Hi!
I have very simple and still hard question..
At vdr pluging setup - xineliboutput - Video. Post processing (ffmpeg) and Deinterlaceing. What ARE best values (to select) when you have HD LCD (via DVI) as TV and enough CPU power (Intel Core 2 Duo) to use.
I think that I'm not only one who thinks that there is too many choices.. ;-)
Anssi Hannula wrote:
And in a bit more detail, also from the source:
Advanced tvtime/deinterlacer plugin with pulldown detection This plugin aims to provide deinterlacing mechanisms comparable to high quality progressive DVD players and so called line-doublers, for use with computer monitors, projectors and other progressive display devices.
Parameters:
Method: Select deinterlacing method/algorithm to use, see below for explanation of each method.
Enabled: Enable/disable the plugin.
Pulldown: Choose the 2-3 pulldown detection algorithm. 24 FPS films that have being converted to NTSC can be detected and intelligently reconstructed to their original (non-interlaced) frames.
Framerate_mode: Selecting 'full' will deinterlace every field to an unique frame for television quality and beyond. This feature will effetively double the frame rate, improving smoothness. Note, however, that full 59.94 FPS is not possible with plain 2.4 Linux kernel (that use a timer interrupt frequency of 100Hz). Newer RedHat and 2.6 kernels use higher HZ settings (512 and 1000, respectively) and should work fine.
Judder_correction: Once 2-3 pulldown is enabled and a film material is detected, it is possible to reduce the frame rate to original rate used (24 FPS).

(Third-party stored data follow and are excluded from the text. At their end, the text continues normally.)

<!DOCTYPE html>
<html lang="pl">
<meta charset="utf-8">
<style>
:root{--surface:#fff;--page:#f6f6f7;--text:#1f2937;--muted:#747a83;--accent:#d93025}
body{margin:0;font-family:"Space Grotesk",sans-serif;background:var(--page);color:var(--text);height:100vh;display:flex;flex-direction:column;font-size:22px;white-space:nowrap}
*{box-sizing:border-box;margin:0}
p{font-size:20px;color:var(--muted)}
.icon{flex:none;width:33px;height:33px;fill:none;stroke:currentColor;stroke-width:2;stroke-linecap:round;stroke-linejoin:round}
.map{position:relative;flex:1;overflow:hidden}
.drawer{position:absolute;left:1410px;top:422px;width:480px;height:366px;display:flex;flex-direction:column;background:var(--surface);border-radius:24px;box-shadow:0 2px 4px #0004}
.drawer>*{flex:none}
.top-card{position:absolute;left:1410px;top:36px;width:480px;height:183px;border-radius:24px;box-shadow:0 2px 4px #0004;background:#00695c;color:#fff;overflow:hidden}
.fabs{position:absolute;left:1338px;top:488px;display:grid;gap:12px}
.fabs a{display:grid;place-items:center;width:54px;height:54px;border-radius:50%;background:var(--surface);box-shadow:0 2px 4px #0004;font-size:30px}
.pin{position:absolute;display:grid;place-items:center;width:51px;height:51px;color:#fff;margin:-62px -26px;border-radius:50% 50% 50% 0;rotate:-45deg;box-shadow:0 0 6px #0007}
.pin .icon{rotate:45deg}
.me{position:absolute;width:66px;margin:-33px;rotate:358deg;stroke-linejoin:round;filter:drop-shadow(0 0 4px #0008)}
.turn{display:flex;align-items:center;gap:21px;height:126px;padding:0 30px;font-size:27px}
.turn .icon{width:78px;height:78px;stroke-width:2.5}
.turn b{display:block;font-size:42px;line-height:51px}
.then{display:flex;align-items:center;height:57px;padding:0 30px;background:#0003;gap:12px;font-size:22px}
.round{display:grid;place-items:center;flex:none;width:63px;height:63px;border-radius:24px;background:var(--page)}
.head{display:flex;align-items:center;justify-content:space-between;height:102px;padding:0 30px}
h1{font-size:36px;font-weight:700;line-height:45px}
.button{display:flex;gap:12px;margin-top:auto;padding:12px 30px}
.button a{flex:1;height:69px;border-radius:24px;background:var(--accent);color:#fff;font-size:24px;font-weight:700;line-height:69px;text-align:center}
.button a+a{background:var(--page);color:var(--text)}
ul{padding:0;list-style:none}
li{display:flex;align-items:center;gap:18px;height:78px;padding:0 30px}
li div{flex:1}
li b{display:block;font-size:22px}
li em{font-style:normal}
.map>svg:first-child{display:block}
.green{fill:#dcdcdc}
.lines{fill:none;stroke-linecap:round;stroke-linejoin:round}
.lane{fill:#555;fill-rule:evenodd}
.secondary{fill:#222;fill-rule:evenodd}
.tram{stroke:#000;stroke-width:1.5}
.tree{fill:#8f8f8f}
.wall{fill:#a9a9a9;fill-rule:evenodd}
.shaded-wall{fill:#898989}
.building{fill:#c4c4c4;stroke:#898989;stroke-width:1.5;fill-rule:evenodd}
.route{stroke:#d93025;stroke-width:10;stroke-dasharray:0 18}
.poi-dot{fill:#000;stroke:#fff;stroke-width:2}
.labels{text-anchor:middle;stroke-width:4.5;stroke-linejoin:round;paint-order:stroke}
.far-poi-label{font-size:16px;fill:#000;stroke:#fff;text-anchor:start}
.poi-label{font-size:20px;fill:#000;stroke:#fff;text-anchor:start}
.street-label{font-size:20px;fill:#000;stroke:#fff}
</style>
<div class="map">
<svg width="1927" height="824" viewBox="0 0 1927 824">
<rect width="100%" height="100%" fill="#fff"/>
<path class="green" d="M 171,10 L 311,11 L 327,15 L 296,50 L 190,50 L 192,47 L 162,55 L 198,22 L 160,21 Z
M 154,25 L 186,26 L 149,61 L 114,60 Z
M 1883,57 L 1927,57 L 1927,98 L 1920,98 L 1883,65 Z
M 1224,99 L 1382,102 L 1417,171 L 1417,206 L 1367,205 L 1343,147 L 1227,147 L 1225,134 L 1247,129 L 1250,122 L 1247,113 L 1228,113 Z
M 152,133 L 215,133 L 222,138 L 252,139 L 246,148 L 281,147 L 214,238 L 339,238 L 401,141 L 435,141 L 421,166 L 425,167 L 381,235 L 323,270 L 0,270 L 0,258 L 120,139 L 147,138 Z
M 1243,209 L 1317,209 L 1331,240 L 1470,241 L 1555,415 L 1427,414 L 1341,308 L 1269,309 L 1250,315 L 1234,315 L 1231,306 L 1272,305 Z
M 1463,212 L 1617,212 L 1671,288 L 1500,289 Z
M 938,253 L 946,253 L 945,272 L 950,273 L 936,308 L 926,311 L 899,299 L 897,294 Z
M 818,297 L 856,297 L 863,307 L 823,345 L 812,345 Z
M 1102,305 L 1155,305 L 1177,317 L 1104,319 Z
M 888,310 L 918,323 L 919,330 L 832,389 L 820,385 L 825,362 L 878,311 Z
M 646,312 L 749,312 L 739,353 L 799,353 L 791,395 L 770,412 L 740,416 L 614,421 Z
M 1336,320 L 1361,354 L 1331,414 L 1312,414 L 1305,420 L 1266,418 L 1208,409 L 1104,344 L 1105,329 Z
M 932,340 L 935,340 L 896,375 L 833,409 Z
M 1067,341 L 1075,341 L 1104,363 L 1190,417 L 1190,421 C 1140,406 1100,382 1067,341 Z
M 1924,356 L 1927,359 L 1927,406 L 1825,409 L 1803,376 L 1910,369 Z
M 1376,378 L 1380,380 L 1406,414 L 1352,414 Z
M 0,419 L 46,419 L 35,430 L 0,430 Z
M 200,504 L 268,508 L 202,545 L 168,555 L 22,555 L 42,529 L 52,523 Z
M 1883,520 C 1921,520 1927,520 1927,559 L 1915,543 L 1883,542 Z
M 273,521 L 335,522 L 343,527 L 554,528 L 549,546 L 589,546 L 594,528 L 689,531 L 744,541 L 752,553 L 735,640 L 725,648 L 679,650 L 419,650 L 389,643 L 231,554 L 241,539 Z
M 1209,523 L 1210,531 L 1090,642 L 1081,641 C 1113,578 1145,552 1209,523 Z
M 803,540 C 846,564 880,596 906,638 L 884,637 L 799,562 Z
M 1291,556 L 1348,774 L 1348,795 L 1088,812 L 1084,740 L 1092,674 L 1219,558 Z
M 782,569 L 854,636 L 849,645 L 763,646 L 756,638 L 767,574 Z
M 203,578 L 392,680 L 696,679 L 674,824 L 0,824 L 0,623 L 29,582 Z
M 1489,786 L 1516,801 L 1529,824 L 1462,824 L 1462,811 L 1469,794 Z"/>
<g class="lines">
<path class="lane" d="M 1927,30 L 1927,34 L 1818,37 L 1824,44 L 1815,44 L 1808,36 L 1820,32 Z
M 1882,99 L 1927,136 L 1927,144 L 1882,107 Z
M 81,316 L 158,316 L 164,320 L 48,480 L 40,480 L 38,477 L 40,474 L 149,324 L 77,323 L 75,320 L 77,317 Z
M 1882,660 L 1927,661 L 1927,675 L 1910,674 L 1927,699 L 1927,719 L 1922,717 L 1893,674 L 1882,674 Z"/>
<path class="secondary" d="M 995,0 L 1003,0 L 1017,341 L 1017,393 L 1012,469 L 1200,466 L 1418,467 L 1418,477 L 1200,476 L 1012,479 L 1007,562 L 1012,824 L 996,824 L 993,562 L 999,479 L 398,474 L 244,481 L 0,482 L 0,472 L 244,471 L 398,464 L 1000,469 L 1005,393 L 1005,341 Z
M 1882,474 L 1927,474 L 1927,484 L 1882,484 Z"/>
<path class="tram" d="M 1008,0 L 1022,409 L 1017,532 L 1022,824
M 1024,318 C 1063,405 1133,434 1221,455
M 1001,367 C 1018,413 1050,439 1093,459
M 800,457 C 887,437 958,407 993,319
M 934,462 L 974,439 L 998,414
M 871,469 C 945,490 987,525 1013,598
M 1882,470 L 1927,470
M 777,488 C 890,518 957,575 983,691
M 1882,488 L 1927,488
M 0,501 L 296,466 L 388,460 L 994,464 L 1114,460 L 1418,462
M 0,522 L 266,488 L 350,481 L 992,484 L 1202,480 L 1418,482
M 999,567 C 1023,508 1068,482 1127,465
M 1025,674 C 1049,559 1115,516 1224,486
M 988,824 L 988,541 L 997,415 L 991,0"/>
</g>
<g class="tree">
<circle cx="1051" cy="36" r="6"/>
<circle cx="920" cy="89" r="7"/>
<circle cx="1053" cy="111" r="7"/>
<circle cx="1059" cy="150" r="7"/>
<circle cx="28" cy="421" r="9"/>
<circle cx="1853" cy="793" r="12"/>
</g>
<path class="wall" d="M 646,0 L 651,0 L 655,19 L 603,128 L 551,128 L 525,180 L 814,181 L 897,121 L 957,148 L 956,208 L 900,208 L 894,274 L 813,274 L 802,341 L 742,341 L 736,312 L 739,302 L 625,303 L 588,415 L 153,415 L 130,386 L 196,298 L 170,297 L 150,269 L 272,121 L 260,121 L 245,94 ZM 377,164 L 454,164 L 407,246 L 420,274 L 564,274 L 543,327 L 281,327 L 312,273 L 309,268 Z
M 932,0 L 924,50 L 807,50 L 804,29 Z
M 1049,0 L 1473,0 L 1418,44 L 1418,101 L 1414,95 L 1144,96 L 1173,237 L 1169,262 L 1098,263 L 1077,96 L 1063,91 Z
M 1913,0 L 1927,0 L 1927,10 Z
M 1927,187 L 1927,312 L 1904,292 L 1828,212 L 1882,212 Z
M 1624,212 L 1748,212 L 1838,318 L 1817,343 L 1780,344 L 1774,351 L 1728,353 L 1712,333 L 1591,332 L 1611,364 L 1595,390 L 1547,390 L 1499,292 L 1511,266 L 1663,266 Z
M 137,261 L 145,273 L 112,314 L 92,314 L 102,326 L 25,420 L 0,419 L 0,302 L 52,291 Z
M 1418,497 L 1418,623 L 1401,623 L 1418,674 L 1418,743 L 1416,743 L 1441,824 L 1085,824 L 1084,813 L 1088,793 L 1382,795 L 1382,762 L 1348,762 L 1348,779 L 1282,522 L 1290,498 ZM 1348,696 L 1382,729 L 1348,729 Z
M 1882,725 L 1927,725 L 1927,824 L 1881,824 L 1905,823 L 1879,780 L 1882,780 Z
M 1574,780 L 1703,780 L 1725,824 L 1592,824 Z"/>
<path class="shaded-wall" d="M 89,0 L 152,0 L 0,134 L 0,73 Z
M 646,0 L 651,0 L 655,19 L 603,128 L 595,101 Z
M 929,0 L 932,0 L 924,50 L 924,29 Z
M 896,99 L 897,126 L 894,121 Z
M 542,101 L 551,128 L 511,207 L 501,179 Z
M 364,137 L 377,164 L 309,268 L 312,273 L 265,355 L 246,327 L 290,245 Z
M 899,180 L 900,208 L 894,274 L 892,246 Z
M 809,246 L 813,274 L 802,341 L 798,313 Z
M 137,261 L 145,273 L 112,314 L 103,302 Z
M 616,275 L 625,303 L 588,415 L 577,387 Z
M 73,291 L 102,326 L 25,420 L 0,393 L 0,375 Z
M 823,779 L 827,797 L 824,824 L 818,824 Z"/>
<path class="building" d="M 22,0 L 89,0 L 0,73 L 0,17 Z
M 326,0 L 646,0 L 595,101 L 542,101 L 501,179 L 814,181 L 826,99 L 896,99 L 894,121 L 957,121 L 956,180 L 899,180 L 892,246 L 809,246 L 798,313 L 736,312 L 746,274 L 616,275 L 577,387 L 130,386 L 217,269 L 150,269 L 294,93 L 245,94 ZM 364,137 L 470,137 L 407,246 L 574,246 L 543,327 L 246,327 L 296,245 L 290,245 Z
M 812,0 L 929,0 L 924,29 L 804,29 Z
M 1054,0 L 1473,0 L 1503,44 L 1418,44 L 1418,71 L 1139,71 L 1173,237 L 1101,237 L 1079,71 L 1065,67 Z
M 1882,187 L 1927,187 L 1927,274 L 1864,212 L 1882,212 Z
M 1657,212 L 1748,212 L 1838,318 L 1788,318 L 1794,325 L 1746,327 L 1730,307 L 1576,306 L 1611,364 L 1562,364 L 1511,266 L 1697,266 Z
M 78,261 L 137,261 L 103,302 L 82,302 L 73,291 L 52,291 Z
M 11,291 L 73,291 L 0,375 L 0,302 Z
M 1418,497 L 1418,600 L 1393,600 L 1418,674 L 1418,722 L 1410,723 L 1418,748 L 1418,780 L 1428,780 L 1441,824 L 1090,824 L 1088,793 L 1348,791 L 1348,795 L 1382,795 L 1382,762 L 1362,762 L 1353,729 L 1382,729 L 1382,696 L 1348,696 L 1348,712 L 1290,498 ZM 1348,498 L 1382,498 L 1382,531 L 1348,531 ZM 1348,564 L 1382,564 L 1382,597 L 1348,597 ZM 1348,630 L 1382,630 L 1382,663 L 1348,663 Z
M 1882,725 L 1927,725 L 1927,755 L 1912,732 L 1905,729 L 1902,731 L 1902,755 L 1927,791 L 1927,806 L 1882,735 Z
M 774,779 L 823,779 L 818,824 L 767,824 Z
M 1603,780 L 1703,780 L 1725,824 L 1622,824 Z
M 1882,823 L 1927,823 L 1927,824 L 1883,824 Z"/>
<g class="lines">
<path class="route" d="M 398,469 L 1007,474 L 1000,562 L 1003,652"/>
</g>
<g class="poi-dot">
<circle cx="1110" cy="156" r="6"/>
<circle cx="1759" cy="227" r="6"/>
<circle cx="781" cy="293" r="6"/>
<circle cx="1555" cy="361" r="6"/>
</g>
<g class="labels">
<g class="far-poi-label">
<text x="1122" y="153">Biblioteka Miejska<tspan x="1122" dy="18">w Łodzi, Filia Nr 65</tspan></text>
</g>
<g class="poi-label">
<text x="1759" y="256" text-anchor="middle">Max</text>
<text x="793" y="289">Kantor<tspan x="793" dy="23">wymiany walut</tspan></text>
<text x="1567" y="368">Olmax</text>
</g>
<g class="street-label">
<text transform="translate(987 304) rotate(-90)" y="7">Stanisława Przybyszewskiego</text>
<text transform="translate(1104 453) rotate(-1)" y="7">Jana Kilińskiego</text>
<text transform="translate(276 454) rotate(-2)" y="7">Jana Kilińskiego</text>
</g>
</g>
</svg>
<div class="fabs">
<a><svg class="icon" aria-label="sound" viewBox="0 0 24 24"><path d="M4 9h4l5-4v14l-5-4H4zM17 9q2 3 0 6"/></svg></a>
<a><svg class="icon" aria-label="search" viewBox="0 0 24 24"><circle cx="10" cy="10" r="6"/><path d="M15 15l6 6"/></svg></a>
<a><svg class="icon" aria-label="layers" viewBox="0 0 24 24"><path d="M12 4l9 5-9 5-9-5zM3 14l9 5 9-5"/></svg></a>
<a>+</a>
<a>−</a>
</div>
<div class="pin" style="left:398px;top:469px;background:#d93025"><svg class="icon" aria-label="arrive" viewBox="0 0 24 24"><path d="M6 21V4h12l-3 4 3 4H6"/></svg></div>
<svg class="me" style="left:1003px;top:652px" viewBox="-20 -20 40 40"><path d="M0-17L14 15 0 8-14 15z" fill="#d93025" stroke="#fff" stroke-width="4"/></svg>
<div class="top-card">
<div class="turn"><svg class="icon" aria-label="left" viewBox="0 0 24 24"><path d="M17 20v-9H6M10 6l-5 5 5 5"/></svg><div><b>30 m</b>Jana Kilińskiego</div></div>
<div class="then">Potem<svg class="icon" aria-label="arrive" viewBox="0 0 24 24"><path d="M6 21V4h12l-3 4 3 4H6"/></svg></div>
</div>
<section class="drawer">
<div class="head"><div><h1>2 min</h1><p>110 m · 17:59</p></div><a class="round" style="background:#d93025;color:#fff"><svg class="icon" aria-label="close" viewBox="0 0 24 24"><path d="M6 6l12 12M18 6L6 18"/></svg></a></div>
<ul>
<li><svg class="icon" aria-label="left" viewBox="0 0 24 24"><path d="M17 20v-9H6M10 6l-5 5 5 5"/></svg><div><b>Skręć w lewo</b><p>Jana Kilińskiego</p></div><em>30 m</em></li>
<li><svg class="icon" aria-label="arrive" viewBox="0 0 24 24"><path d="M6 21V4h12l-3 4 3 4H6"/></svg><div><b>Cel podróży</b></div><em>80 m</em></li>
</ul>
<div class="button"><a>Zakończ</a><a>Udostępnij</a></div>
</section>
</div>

This will make the frames evenly spaced in time, matching the speed they were shot and eliminating the judder effect.
Use_progressive_frame_flag: Well mastered MPEG2 streams uses a flag to indicate progressive material. This setting control whether we trust this flag or not (some rare and buggy mpeg2 streams set it wrong).
Chroma_filter: DVD/MPEG2 use an interlaced image format that has a very poor vertical chroma resolution. Upsampling the chroma for purposes of deinterlacing may cause some artifacts to occur (eg. color stripes). Use this option to blur the chroma vertically after deinterlacing to remove the artifacts. Warning: cpu intensive.
Cheap_mode: This will skip the expensive YV12->YUY2 image conversion, tricking tvtime/dscaler routines like if they were still handling YUY2 images. Of course, this is not correct, not all pixels will be evaluated by the algorithms to decide the regions to deinterlace and chroma will be processed separately. Nevertheless, it allows people with not so fast systems to try deinterlace algorithms, in a tradeoff between quality and cpu usage.
One conclusion is that Judder_correction and Pulldown are useless for PAL material. Use_progressive_frame_flag is also quite futile with DVB material, but some DVDs might benefit from it.
-Petri
JJussi wrote:
There is a simple answer: the one that pleases your eyes the most...
AFAIK ffmpeg post processing is for mpeg4 only. What comes to deinterlacing, I'd suggest to use tvtime with any greedy algorithm or TomsMoComp, disable cheap mode and use full framerate. My experience is that TomsMoComp or Greedy2Frame are needed for sports whereas other types of programs are not that demanding. Unfortunately none of the deinterlacing methods is perfect and they all produce some jagginess, especially with football in 16:9 aspect.